NIGERIA– The Federal Government of Nigeria has shifted the deadline to stop importation of petrol from 2019 to 2023.

In February 2017, the immediate past Minister of State for Petroleum Resources, Ibe Kachikwu, had said Nigeria would stop importing refined petroleum products by 2019.

“By 2019, we should be able to exit completely the importation of petroleum products in this country,” Kachikwu had said.

 This directive could however not be implemented as the West African nation had not yet fully developed the infrastructure necessary to process crude oil into refined petroleum products.

The reality on the ground thus prompted the Group Managing Director, Nigerian National Petroleum Corporation, Mele Kyari, to postpone the implementation of the ban on petroleum products to 2023.

Kyari announced the postponement of the ban during the signing of the condensate refinery strategy programme Front End Engineering Design.
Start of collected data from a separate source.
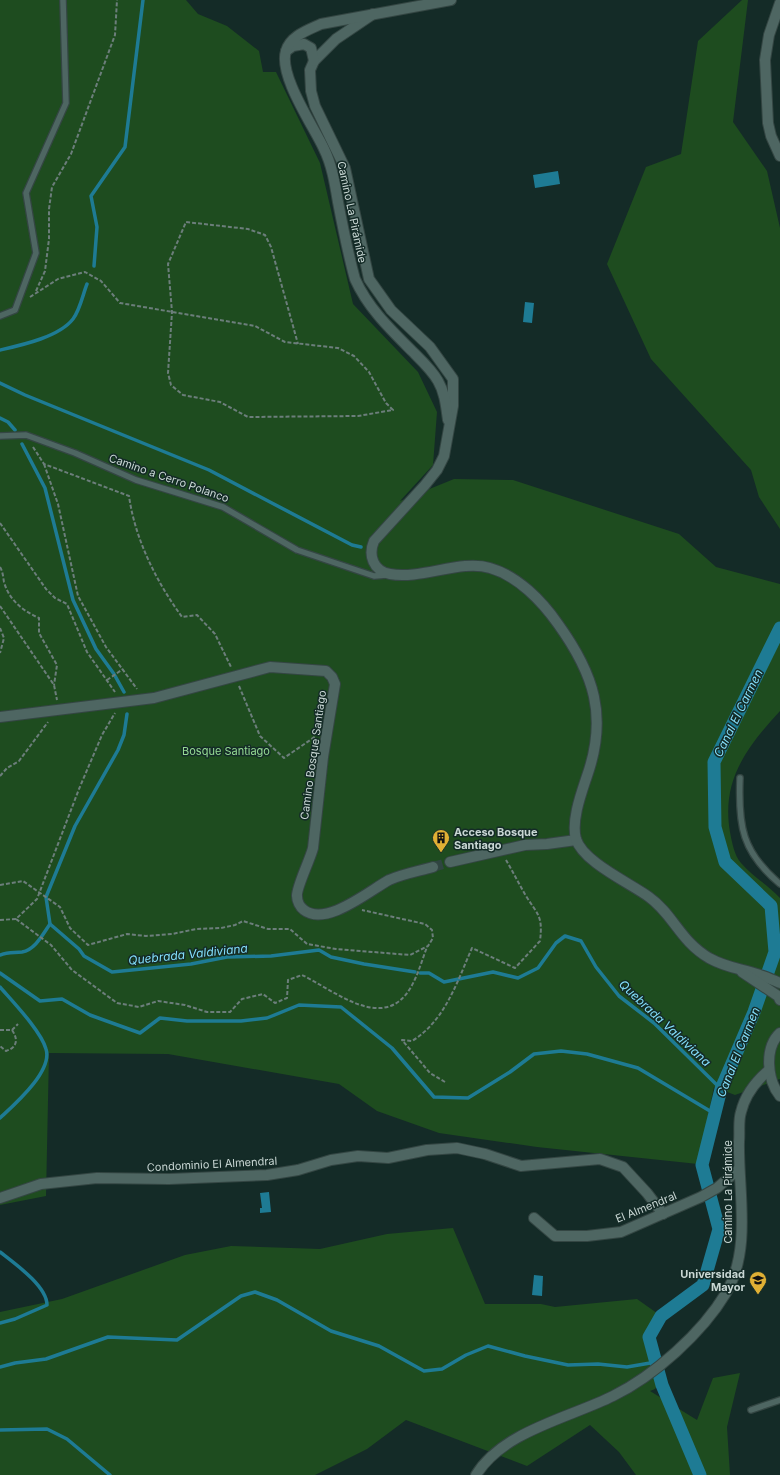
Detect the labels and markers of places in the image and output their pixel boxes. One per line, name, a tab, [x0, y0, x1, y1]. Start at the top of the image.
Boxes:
place label: Acceso Bosque Santiago	[454, 825, 538, 852]
building icon: Acceso Bosque Santiago	[431, 828, 451, 853]
place label: Universidad Mayor	[680, 1267, 746, 1294]
school or university icon: Universidad Mayor	[748, 1270, 768, 1295]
According to Kyari, the strategy would deliver 20 million litres of petrol when completed. The NNPC is currently the sole importer of petrol.

The GMD said, “For a country that has been producing oil for over 50 years, it is really a difficulty to explain why we are still importing petroleum products.

We have a clear mandate of Mr President to stop this and we believe this can be done between now and 2023. It is not a political deadline; it is a realistic technical deadline that we can deliver.”

On how to achieve the target, Kyari said the corporation would deliver functional refineries and support partners on projects that would make petrol available across the country.

He said, “First, we will deliver on our refineries to make them work and significant work has gone into that and we believe that we can deliver on this.

“Secondly, we will support our partners to deliver on their projects that will make gasoline (petrol) and other products available.”

The Dangote Refinery which is scheduled to start operations in 2020 is expected to process up to 650,000 barrels per day.

The refinery which is touted as the he largest single train petroleum refinery in the world is being constructed at a cost of US$12 billion and is expected to refine enough petrol to serve not only Nigeria but also its neighbouring countries.